* _WORK REQUIRED_
Scan the entries for the word "text", and copy every line where it appears.

* _GIVEN RECORDS_
<<<<
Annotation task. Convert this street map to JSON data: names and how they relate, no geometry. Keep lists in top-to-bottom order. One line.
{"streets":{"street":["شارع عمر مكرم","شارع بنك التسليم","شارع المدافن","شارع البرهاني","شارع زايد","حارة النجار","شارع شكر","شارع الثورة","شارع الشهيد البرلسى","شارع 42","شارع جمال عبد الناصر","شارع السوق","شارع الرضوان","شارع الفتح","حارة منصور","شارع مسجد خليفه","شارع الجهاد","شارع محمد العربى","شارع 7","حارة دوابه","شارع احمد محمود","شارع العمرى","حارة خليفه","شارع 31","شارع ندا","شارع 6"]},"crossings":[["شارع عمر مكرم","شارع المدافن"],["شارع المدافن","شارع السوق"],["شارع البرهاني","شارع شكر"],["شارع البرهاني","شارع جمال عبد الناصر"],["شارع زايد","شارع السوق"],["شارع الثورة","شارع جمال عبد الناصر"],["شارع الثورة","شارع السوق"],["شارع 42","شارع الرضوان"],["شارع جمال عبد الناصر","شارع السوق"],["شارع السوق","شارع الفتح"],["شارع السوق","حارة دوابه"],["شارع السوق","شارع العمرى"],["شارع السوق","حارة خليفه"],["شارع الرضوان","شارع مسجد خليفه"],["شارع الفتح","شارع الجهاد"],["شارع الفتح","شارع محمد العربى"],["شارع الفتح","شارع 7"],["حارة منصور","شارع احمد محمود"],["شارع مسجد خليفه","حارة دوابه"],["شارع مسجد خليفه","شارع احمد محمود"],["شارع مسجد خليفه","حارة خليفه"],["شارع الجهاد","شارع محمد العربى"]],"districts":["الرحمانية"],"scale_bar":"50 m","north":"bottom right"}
>>>>
<<<<
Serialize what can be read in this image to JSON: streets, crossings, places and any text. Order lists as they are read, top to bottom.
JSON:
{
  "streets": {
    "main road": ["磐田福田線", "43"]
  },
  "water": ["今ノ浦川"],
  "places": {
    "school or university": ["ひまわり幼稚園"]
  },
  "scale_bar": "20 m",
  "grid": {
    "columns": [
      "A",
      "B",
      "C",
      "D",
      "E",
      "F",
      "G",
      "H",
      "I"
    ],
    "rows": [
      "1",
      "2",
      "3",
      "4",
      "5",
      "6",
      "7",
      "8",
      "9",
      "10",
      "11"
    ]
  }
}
>>>>
<<<<
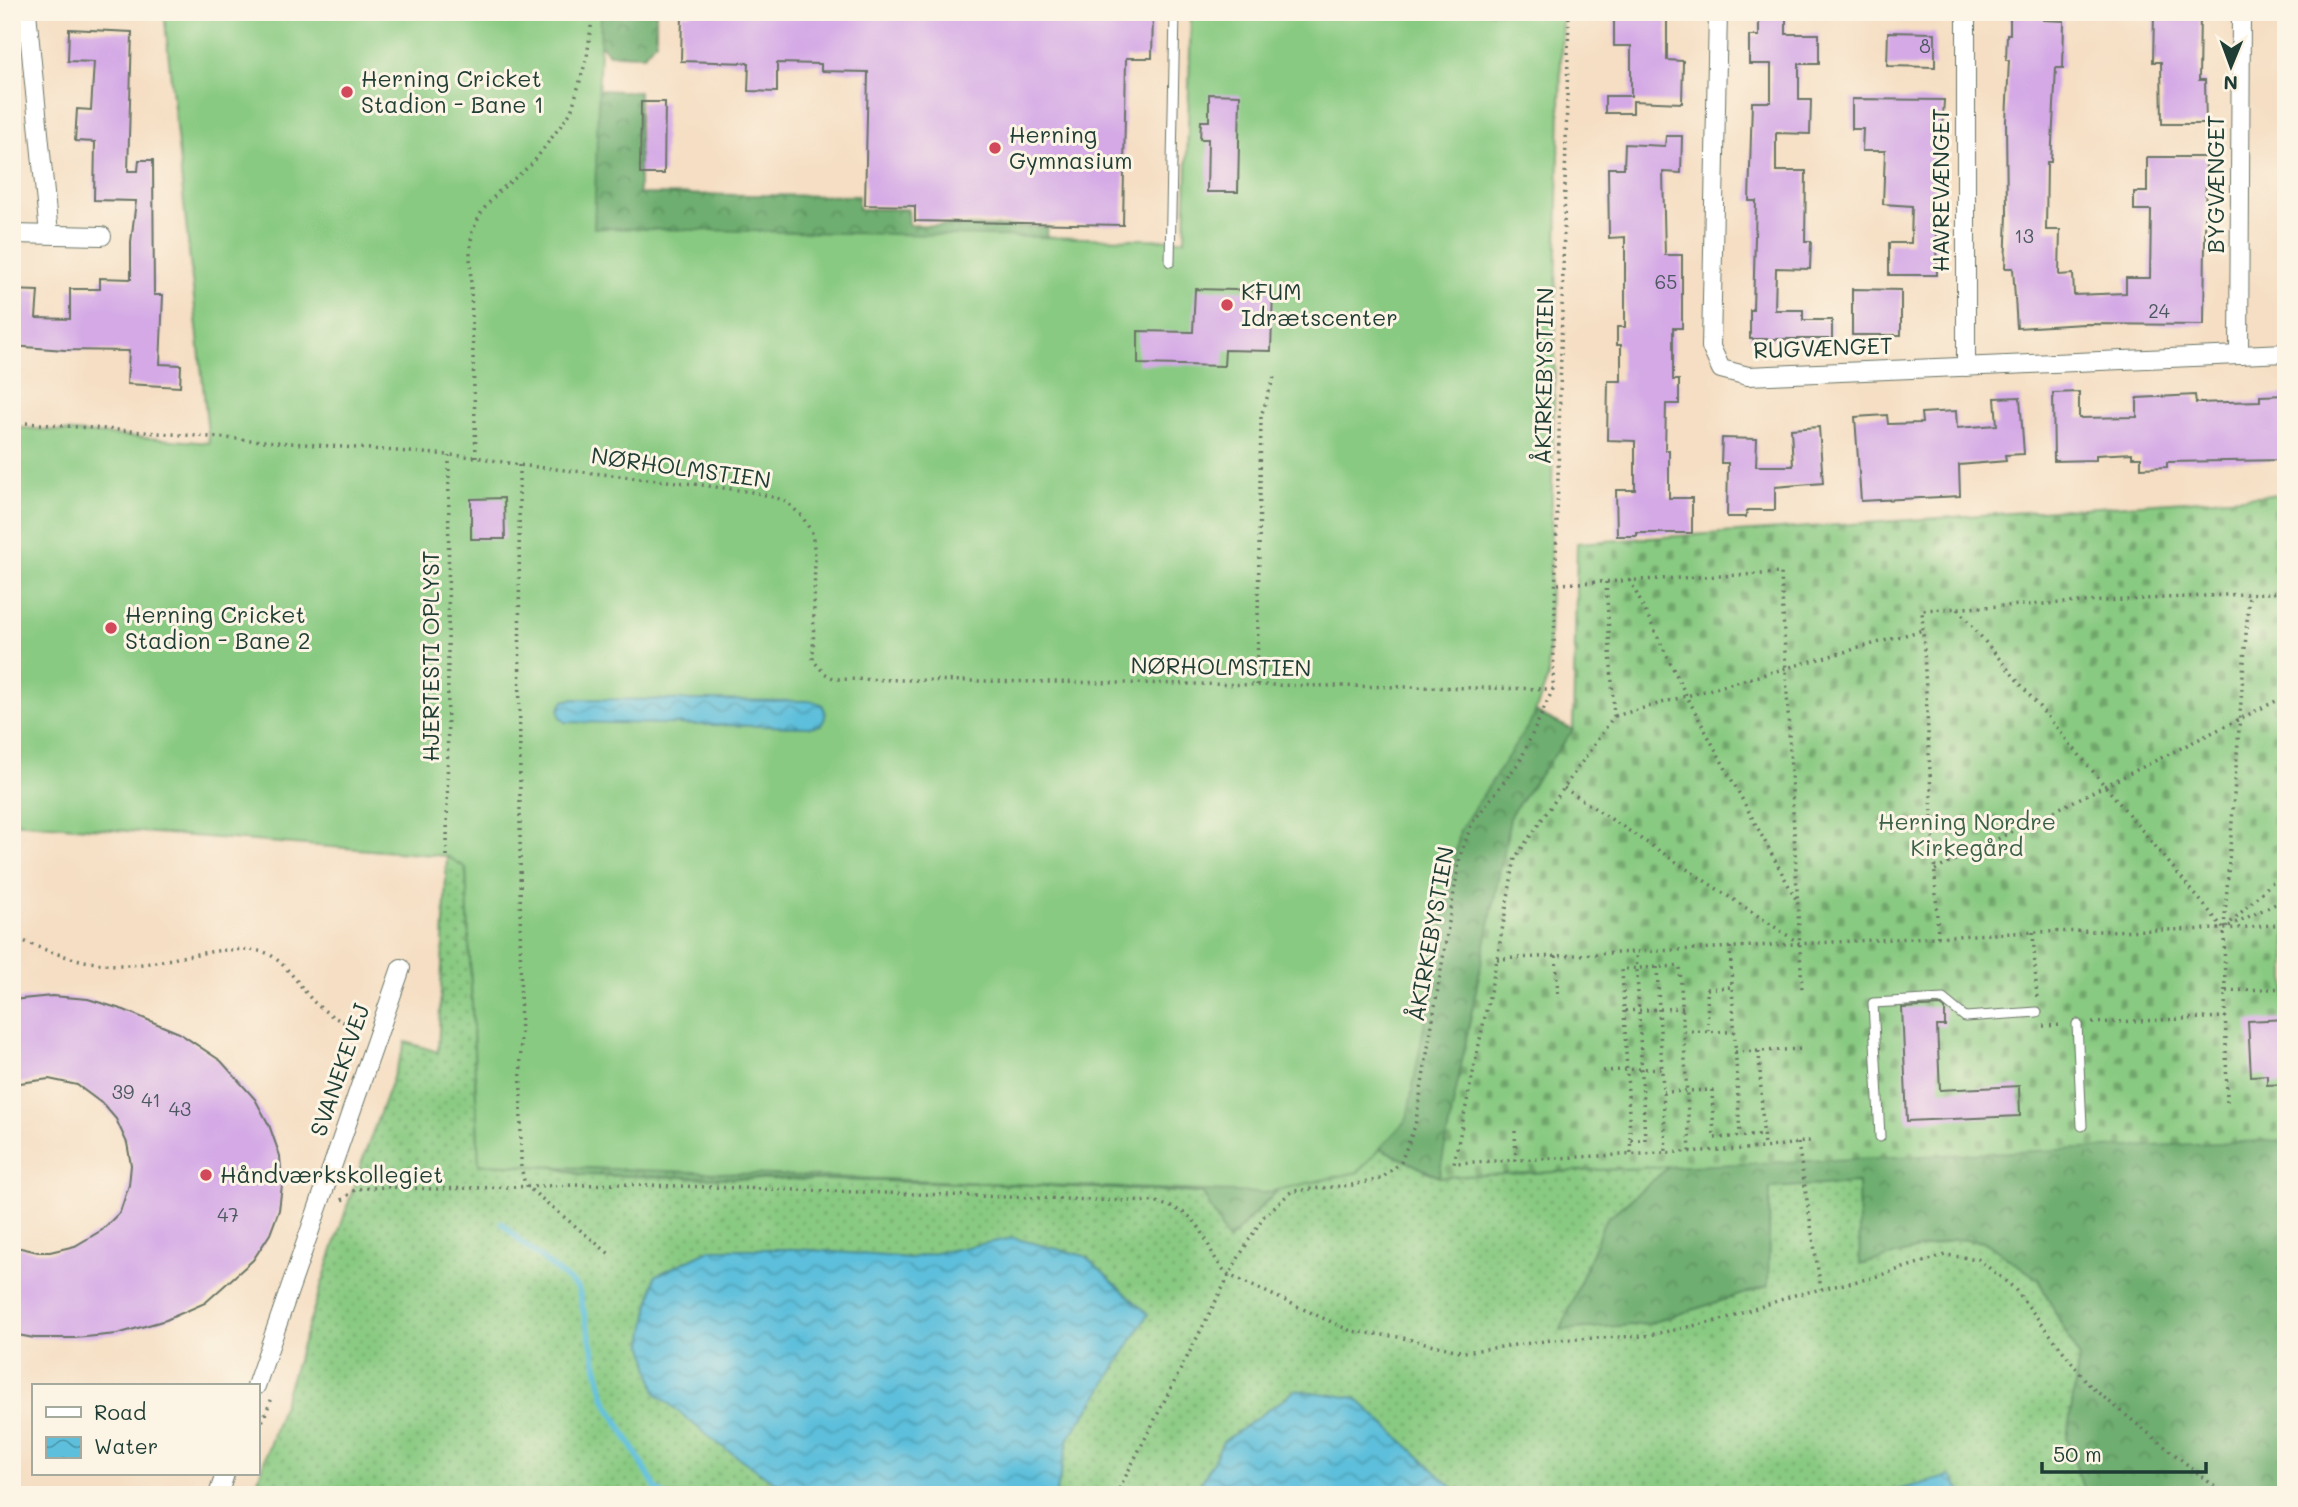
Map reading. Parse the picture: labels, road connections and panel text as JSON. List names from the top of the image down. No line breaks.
>>>>
* _RESULT OF THE TASK_
Serialize what can be read in this image to JSON: streets, crossings, places and any text. Order lists as they are read, top to bottom.
Map reading. Parse the picture: labels, road connections and panel text as JSON. List names from the top of the image down. No line breaks.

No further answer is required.